(ABOUT THIS TASK) Locate the line that contains "display:grid; grid-template-columns:46px 1fr" in the entries below, then repeat it and every following line through the line that contains "margin:0; font-size:23px; white-space:nowrap;", exactly, and no others.

Dataset items:
=====
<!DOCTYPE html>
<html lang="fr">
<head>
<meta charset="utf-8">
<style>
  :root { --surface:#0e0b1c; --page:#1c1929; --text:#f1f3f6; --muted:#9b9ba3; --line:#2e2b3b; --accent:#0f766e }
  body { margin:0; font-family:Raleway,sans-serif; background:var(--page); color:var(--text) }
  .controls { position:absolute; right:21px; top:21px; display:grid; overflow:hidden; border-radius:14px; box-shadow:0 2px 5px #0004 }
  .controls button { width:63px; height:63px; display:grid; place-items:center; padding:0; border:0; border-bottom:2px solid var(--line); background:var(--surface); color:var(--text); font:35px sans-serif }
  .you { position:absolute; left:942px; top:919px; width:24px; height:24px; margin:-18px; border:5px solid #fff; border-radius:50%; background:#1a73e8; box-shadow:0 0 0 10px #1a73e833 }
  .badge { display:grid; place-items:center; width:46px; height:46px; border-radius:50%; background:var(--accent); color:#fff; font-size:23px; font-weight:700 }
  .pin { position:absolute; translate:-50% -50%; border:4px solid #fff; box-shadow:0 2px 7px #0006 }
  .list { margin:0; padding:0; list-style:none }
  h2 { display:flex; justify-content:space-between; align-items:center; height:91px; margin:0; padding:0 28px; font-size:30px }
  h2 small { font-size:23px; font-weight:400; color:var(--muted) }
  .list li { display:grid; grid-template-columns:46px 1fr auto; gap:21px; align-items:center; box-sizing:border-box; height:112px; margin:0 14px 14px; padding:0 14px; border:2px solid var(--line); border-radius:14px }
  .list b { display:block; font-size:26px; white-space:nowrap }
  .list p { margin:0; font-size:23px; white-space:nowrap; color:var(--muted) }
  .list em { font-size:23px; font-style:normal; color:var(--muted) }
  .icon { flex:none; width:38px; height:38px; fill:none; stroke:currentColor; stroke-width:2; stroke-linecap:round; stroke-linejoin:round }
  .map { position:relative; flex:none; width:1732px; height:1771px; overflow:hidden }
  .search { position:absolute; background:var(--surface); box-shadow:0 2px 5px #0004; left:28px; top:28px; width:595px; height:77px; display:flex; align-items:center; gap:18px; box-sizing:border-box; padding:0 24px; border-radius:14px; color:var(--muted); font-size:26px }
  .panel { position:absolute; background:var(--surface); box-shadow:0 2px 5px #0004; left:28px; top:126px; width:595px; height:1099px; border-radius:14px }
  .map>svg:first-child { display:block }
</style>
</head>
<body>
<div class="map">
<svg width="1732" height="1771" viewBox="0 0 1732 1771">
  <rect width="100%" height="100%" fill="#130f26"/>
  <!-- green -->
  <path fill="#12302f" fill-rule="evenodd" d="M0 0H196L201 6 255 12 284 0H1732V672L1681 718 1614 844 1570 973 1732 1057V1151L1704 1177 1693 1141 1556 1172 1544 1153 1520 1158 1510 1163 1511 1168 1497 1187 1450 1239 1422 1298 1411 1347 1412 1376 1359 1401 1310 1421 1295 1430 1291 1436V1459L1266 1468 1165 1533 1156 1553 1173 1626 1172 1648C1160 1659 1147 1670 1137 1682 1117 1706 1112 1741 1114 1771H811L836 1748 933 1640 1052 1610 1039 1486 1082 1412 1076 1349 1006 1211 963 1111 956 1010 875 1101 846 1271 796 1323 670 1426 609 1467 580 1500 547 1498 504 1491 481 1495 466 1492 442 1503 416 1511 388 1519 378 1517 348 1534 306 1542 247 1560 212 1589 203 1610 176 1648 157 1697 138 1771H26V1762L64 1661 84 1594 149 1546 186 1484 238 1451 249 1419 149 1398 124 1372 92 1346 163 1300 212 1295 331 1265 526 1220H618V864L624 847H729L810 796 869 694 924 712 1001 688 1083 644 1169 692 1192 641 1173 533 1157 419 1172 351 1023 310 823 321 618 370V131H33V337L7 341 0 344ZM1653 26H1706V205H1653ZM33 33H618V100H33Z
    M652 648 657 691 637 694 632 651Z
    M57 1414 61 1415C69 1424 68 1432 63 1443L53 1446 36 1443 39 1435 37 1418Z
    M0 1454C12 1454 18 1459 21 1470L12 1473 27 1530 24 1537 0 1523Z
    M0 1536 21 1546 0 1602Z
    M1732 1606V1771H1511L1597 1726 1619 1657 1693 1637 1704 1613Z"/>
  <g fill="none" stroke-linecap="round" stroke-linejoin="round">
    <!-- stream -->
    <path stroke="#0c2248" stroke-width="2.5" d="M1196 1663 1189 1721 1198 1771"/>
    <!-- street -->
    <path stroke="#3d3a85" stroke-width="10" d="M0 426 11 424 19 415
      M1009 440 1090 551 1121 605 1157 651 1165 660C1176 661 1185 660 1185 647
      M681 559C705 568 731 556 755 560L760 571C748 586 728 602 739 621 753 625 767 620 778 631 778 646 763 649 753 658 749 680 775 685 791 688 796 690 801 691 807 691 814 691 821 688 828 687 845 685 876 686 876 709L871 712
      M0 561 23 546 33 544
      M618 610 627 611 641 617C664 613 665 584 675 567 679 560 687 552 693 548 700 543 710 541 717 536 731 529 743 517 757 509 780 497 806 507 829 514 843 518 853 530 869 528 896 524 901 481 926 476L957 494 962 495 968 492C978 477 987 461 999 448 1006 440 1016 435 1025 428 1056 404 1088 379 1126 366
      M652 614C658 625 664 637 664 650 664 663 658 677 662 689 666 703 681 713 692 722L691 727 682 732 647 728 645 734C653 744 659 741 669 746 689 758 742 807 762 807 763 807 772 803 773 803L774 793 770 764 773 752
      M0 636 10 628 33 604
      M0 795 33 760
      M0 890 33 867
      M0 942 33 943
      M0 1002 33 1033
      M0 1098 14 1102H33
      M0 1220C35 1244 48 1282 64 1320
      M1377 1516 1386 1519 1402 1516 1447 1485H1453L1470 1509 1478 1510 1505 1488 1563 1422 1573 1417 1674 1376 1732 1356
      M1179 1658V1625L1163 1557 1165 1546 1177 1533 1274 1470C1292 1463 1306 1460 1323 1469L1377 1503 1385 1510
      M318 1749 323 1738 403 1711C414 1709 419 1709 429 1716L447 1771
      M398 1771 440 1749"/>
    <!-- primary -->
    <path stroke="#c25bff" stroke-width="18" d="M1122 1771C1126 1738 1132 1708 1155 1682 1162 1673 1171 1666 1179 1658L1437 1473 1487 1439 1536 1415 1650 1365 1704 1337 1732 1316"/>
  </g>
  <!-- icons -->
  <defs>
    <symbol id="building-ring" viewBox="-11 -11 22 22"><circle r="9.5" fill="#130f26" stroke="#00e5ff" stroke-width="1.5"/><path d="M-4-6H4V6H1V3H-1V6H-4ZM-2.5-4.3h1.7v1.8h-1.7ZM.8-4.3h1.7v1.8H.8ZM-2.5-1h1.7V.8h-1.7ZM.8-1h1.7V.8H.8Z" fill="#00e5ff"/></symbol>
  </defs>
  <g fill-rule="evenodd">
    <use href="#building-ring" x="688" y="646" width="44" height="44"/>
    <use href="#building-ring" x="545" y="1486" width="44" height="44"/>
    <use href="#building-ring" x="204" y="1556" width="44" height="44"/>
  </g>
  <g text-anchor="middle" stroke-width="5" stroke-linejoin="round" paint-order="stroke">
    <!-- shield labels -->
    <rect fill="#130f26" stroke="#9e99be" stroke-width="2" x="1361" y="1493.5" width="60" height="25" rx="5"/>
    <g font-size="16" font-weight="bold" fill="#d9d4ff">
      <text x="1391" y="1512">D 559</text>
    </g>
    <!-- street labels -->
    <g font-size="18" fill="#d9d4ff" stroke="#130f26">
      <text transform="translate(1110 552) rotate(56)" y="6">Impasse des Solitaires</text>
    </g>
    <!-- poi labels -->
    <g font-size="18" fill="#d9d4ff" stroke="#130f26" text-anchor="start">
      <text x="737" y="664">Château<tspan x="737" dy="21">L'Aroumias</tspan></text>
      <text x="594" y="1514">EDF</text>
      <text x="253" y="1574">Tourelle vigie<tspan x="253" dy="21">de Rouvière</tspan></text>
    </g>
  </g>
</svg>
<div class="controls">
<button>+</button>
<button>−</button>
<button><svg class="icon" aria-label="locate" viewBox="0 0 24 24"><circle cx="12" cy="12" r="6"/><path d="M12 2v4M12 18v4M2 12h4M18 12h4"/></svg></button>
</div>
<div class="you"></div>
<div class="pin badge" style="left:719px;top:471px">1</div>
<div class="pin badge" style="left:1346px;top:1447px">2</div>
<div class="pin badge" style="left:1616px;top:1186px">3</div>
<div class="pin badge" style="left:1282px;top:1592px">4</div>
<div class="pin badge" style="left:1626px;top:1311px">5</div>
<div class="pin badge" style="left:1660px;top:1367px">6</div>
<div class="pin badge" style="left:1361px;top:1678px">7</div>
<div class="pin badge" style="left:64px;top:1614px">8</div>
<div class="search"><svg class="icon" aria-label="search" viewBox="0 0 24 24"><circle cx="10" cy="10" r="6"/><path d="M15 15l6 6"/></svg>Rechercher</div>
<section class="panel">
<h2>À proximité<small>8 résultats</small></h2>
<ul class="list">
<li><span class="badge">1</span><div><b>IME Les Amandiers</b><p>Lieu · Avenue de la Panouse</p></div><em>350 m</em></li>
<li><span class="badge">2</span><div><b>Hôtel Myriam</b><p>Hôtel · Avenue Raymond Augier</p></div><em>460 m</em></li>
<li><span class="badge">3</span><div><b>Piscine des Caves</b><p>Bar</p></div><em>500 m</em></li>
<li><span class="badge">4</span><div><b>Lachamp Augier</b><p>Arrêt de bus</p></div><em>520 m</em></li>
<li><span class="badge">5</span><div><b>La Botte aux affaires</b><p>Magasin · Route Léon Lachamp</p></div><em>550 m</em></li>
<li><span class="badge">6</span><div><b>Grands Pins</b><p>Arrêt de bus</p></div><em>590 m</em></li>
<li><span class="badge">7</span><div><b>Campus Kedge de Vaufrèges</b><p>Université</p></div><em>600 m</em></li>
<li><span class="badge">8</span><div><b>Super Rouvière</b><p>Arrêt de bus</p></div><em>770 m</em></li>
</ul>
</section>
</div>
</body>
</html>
=====
(ANSWER TO THE PROBLEM)
  .list li { display:grid; grid-template-columns:46px 1fr auto; gap:21px; align-items:center; box-sizing:border-box; height:112px; margin:0 14px 14px; padding:0 14px; border:2px solid var(--line); border-radius:14px }
  .list b { display:block; font-size:26px; white-space:nowrap }
  .list p { margin:0; font-size:23px; white-space:nowrap; color:var(--muted) }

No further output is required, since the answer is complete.